Foot binding seems at first a metaphor for the constriction of China's caste system, reinforced as a symbol of the feminine mystique for generations of women. "Foot binding started as a safeguard," the author explains, "a border between genders to separate men and women. It was the borderland for gender, class, and sex. But as the practice went on, the border became blurred. You even see that in today's America. Look at the politicians; they now wear heavy makeup."

Though Wang draws striking parallels between foot binding and Western rituals like cosmetic surgery, body art, and corseting, Aching for Beauty is also steeped in the literature of China, much of which remains unavailable in English translation.
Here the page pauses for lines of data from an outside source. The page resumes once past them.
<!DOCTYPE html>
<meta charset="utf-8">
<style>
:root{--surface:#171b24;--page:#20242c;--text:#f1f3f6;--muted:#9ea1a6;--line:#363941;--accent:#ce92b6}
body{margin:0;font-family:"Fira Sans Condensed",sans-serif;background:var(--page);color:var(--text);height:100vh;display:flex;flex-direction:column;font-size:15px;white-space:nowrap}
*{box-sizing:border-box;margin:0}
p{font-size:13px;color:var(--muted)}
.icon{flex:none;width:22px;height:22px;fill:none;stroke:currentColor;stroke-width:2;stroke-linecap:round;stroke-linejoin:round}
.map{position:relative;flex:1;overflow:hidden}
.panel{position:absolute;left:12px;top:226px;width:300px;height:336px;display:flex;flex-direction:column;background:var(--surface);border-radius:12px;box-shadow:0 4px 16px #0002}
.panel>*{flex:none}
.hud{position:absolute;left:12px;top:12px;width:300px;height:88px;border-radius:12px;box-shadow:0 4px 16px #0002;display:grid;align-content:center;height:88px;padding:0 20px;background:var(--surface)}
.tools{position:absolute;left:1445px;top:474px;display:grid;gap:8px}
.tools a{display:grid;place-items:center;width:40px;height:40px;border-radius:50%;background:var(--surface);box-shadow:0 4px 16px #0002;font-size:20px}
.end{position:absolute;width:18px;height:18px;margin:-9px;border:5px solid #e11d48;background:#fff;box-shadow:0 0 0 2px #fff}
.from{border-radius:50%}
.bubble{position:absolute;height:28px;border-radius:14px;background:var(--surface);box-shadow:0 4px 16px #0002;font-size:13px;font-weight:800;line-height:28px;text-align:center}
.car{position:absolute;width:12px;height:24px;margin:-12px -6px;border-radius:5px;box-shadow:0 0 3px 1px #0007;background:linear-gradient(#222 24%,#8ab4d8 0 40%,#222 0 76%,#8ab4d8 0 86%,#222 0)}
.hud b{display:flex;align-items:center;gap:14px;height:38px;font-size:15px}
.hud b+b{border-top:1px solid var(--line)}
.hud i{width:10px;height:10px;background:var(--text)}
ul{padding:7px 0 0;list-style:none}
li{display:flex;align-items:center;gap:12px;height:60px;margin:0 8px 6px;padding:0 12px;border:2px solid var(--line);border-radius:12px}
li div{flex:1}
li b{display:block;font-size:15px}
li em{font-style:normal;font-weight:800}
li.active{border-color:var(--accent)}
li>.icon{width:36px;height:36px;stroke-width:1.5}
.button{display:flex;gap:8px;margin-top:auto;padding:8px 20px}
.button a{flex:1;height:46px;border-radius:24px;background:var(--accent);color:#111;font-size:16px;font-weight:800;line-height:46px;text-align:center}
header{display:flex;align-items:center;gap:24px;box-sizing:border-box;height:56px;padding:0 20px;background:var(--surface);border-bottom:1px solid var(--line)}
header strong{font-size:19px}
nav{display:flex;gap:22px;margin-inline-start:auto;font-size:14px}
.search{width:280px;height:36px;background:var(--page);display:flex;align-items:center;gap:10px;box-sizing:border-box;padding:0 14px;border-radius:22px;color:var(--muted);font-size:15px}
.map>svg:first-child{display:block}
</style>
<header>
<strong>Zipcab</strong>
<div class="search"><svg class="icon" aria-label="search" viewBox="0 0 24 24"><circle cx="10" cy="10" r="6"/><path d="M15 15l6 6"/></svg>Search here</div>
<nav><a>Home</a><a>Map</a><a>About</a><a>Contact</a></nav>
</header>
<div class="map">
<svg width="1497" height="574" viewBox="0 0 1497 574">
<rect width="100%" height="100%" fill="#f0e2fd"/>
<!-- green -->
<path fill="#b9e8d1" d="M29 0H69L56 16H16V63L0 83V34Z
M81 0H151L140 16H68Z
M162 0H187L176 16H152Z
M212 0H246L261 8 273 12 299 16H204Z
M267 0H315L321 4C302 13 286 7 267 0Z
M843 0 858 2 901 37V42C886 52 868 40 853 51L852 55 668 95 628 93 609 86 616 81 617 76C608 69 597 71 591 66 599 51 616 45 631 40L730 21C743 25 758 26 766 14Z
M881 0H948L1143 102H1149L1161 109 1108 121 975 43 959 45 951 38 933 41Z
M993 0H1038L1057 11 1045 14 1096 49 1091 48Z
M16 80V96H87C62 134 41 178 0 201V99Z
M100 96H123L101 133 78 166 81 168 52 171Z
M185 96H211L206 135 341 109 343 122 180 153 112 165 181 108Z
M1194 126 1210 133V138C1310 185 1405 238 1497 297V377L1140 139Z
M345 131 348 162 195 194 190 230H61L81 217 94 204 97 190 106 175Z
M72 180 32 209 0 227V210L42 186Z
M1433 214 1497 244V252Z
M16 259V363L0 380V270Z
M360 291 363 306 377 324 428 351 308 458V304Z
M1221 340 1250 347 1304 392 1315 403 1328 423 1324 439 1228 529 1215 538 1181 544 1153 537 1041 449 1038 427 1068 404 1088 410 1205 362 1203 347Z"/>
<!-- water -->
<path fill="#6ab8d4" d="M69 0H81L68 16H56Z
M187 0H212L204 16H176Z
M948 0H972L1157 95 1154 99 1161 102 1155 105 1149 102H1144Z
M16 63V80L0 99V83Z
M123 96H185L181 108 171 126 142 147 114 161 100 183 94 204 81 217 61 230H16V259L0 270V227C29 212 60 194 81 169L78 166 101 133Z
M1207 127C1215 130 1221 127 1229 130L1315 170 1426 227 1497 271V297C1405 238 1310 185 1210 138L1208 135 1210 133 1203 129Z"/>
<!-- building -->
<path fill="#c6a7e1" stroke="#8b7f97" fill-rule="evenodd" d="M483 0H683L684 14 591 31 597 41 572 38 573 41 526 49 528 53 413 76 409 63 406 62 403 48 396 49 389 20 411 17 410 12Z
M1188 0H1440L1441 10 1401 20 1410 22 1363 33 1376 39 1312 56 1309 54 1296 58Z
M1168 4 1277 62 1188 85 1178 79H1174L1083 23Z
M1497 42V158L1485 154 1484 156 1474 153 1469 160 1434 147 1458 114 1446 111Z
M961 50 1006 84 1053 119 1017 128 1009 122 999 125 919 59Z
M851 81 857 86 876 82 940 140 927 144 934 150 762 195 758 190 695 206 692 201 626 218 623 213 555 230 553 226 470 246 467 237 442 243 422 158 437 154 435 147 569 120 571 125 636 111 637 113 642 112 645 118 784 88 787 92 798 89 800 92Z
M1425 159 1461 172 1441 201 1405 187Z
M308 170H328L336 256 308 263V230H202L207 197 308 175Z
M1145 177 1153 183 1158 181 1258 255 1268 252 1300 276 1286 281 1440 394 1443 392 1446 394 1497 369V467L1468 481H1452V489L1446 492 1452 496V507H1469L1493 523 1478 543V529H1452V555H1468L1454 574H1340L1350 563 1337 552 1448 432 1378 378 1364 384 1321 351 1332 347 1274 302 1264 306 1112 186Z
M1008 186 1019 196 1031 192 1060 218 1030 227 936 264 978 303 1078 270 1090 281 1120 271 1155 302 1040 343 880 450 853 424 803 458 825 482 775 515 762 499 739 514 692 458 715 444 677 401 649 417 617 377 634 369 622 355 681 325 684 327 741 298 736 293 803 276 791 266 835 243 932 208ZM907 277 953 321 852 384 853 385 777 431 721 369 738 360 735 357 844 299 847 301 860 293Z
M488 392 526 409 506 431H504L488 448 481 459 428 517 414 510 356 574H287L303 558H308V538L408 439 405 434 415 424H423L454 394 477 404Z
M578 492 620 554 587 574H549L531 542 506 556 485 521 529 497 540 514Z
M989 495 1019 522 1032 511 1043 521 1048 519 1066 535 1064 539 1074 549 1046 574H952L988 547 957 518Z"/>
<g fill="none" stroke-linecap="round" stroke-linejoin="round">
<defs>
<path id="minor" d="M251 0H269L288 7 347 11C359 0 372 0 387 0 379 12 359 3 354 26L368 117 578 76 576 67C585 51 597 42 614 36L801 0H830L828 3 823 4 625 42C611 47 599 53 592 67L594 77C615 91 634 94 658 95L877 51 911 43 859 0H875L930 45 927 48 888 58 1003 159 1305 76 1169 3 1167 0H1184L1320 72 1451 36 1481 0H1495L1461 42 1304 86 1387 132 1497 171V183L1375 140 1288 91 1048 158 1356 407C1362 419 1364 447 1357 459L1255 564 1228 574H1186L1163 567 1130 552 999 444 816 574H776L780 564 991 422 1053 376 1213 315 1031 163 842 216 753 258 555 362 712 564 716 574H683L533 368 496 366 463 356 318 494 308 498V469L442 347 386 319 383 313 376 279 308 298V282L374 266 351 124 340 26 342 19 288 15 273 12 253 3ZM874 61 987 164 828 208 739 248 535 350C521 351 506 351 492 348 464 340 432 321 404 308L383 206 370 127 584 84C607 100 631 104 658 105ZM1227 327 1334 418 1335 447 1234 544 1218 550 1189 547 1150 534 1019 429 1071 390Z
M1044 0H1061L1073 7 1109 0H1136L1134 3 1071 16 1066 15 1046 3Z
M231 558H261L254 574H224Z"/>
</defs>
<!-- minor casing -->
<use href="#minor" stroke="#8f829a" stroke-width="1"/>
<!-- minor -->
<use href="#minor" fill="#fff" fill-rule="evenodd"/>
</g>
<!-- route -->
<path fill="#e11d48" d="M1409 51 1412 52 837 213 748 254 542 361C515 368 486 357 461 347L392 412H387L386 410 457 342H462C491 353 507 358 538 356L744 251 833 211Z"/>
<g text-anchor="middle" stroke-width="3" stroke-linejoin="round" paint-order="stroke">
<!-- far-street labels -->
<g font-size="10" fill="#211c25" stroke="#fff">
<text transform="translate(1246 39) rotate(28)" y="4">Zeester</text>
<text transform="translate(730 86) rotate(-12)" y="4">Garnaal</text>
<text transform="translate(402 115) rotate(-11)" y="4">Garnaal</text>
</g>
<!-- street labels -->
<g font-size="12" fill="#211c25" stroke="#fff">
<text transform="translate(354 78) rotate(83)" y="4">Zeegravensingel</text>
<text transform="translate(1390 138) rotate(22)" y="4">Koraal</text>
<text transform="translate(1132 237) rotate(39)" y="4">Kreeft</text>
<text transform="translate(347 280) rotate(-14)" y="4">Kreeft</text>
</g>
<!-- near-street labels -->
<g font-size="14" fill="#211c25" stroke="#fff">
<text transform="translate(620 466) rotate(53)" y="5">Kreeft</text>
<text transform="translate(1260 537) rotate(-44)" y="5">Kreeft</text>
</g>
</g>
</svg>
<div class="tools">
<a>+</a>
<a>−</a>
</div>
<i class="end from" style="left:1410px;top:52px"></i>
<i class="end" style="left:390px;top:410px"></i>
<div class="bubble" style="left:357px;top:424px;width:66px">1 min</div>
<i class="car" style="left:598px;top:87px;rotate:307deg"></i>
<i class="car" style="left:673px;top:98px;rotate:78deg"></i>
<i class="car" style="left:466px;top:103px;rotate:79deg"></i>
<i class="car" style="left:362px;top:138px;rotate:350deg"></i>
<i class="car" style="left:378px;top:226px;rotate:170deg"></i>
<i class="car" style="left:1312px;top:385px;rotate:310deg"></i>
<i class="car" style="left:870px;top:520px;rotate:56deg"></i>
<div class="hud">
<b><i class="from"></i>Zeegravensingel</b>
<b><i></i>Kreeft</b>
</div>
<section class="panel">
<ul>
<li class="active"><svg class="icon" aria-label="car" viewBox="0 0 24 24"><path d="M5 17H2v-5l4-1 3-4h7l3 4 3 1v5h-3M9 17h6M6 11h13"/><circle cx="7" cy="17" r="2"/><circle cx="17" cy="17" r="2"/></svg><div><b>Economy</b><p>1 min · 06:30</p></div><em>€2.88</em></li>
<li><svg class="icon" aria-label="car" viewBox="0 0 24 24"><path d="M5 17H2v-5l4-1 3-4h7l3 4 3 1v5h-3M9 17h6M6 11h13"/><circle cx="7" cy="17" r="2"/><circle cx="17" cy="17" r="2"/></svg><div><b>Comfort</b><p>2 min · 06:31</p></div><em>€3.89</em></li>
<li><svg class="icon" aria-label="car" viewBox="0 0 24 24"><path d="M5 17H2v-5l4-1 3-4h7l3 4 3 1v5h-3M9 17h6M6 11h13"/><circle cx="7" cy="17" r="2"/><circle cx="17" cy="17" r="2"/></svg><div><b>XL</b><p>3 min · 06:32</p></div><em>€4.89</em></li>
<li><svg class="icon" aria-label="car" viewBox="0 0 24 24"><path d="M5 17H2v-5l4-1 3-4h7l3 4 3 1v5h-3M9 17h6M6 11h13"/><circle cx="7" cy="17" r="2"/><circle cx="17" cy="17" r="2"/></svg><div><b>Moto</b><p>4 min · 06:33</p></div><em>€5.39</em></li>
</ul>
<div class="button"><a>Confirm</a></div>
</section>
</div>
And, though Wang uses occidental literary criticism to uncover her subject, she also posits foot binding as something distinct from Western mores: Through foot binding, the mother transmits an entire cultural history to her daughter. The binding process thus becomes an initiation, not only to the erotic masque of the golden lotus, but also to what Wang calls "an ocean current of female language and culture." As in the parable of the Little Mermaid, it is a metamorphosis achieved only through agony.

Indeed, Wang reads foot binding less as a symbol of women's suppression than as a complex interplay between decay and illusion, male and female, beauty and death. There is a phrase in Chinese, teng ai, which, she explains, captures her thesis. The latter character means either "love" or "hidden treasure." The former is "suffering." This apparent paradox--bodily rot covered with the illusion of beauty, a mother's love transmitted through pain, women empowered through erotic adornment--is the same mixture of shame and pride that prompted Jin Suxin to bind her feet a century ago.

It is also perhaps not so different from the trove of fondness and regret Wang uncovers in the fictional unraveling of her own past. The ties that bind, it seems, also keep us securely tethered in the floating world. Or, as Wang says, "For me, escaping was never the goal....What restricts you also becomes your source."